The only thing I can wager is perhaps there is something valuable in sinking into the sorrow completely. Before the most meaningful Easter I ever had, I took Good Friday seriously. I didn’t flick it away as a minor temporary setback, a mere illusory obstacle. I didn’t quell it with promises or whitewash it with wishes. I dwelled in it and I let it dwell in me. I sat down in it. I fasted. I flirted with maybes – maybe death won. Maybe empire won. Maybe violence and power and all the coercive ways of the world are just the way it has to be. I imagined how the disciples felt as they scattered and struggled to hold on to Jesus’ prophecies and promises in the stark apparent reality of total defeat, or perhaps lost themselves entirely in doubt and fear. I imagined how Peter felt knowing that he had failed in the one way he had sworn he would never fail, the suffocating tide of shame that must have overcome him. It was too much to bear. Yes, I had heard the promises of Easter, but they were hollowed out by Good Friday, distant. Good Friday had leeched the power from their whispers, now just a faint, tuneless polyphony of the careless wind blowing around so many empty husks. Yeah, it got dark. 

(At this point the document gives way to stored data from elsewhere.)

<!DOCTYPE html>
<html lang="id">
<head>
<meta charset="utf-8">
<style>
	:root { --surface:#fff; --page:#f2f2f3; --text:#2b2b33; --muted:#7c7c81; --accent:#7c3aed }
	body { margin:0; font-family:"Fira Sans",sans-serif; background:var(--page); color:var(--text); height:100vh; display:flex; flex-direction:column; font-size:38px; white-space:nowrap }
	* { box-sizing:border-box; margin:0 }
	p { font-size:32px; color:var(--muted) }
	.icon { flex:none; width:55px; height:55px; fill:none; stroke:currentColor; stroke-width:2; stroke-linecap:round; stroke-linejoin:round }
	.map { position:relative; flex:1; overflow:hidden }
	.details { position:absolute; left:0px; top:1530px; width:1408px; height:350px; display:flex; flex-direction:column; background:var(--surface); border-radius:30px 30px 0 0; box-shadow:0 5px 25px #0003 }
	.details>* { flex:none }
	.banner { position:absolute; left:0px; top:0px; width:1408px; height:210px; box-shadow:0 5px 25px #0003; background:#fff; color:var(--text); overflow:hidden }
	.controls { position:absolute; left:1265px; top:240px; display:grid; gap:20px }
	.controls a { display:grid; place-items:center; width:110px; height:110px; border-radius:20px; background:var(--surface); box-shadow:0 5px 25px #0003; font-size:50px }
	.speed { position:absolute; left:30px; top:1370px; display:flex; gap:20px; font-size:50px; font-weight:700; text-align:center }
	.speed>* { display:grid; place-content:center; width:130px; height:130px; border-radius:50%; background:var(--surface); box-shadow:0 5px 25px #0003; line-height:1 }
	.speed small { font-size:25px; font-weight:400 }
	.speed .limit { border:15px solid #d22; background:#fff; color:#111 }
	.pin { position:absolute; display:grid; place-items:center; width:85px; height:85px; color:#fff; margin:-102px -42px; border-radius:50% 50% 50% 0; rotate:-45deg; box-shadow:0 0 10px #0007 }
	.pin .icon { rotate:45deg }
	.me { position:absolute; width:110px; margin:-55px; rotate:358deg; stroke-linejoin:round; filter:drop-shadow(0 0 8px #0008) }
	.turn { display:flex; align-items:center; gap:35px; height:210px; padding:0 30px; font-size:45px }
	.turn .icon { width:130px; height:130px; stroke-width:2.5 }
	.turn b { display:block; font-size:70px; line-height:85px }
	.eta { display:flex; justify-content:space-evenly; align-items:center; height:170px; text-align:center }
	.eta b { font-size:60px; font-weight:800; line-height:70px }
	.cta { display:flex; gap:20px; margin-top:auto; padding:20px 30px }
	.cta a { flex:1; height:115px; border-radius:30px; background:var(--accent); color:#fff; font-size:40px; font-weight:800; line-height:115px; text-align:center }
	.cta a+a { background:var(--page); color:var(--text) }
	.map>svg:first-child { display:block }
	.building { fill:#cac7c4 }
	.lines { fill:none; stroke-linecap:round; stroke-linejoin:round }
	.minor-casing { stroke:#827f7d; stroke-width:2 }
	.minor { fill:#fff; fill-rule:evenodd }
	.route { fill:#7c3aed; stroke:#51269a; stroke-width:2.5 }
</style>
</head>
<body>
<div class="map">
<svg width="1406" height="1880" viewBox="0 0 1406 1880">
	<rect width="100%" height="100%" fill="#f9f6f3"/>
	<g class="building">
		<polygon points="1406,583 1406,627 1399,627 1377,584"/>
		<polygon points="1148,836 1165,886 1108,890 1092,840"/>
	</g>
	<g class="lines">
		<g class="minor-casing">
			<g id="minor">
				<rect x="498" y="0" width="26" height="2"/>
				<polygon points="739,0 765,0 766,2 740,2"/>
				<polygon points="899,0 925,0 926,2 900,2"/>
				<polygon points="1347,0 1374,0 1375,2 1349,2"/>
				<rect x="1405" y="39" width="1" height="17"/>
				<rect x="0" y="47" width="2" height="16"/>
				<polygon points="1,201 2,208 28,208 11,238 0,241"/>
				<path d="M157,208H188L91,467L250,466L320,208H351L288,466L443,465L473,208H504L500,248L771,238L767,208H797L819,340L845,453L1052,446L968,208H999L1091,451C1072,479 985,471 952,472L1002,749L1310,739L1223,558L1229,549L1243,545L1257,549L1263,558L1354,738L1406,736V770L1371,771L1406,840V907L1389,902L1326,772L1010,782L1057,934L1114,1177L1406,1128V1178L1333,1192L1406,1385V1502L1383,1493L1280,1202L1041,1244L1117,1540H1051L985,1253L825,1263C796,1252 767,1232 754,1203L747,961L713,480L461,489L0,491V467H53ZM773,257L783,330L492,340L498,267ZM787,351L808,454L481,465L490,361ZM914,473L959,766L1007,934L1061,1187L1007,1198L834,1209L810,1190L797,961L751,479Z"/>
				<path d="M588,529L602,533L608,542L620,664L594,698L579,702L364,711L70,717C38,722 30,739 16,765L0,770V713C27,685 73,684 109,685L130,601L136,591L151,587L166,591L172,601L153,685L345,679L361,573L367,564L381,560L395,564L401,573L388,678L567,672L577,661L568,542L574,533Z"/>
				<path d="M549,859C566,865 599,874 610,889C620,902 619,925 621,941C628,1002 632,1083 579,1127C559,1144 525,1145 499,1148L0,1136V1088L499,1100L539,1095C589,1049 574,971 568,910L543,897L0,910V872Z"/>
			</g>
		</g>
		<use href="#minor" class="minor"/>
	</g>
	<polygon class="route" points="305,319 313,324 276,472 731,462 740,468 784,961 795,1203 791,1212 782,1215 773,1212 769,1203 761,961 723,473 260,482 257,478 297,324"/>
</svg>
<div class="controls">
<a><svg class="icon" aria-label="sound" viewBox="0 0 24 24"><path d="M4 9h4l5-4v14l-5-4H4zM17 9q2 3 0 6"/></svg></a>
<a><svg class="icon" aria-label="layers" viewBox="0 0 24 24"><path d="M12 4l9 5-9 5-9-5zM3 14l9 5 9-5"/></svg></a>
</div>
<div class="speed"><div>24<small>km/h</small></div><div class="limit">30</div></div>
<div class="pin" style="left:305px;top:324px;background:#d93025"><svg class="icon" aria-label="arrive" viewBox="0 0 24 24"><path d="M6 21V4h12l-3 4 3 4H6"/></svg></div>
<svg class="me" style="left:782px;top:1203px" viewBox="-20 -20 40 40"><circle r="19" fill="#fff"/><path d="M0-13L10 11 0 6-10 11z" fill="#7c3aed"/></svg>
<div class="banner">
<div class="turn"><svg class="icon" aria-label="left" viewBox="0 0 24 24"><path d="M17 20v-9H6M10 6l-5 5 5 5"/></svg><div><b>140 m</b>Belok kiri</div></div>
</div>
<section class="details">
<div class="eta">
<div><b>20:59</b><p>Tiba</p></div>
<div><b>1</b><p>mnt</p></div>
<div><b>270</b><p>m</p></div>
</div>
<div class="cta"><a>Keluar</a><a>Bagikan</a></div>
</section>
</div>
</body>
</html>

But somewhere in that near-nihilistic silence, a defiant note sounded. No. NO. That’s not how the story ends. There is a power greater, a power that, unlike the world’s power, can’t be owned, can’t be tamed, and can’t be usurped. Its beauty is unmatched and in fact it is beauty itself, the wellspring from which all created beauty unfurls. I know my God. I know my God, and he is not a God of naughts. Or knots, for that matter. He is not a God of vain striving, of dead ends, of dead things at all. It all gets untangled in the end. He is not the God of the dead, but of the living, for to him all are alive. (Luke 20:38). 

After Jesus, Leonard Cohen said it best:

God was ruler
Though his funeral lengthened
Though his mourners thickened
Magic never fled
Though his shrouds were hoisted
The naked God did live
Though his words were twisted
The naked magic thrived
Though his death was published
Round and round the world
The heart did not believe

The heart did not believe. Because the heart was a quixotic dimwit, unacquainted with the ways of the world and living in a saccharine Hallmark movie hologram? No. The heart did not believe because it wasn’t true. The story doesn’t end in pain, in death, in destruction. But it’s hard to see that now, when there is only death, dying, barrenness and pain visible. There aren’t even any pleasant distractions if I choose to fix my eyes on what is seen rather than what is unseen. I’m mad that Lia won’t be here when my dad, who is in stage 4 COPD, dies. Or when mom dies, for that matter. She won’t be here if we (ever) have another baby. She won’t be here for a whole litany of things. She’s just… gone. To me. And it hurts like hell. But to him all are alive. This can’t be the end of the story, and somehow the resurrection, the new life, in whatever stunning manifestations it comes, will be richer, ever more miraculous, ever more dazzling because of – not merely in spite of, cause God’s much better than that – the 2.5 day wait. 

There’s part of me that still resists. God, in his sovereign goodness, in his light in which there is no darkness at all, left two and a half days between death and resurrection. Why? Why would Good Friday be needed? Why does that have to be part of the story at all? Why does the valley have to be borne? I don’t know. And I’m not going to glue a bow or pull out my Bedazzler on this one. But I do know that when I started writing this I felt like a sewing machine who had just finished sewing a turd on a trash can lid - a sentiment I borrow from Richard Brautigan and one which is the best characterization of utter futility I’ve ever come across – and now I feel a little bit better. So I’ll be that sewing machine, if God will still be God. And he will. And so I wait. Sometimes because I can muster genuine hope, and sometimes just because there’s nothing else to do. Either way, he is faithful.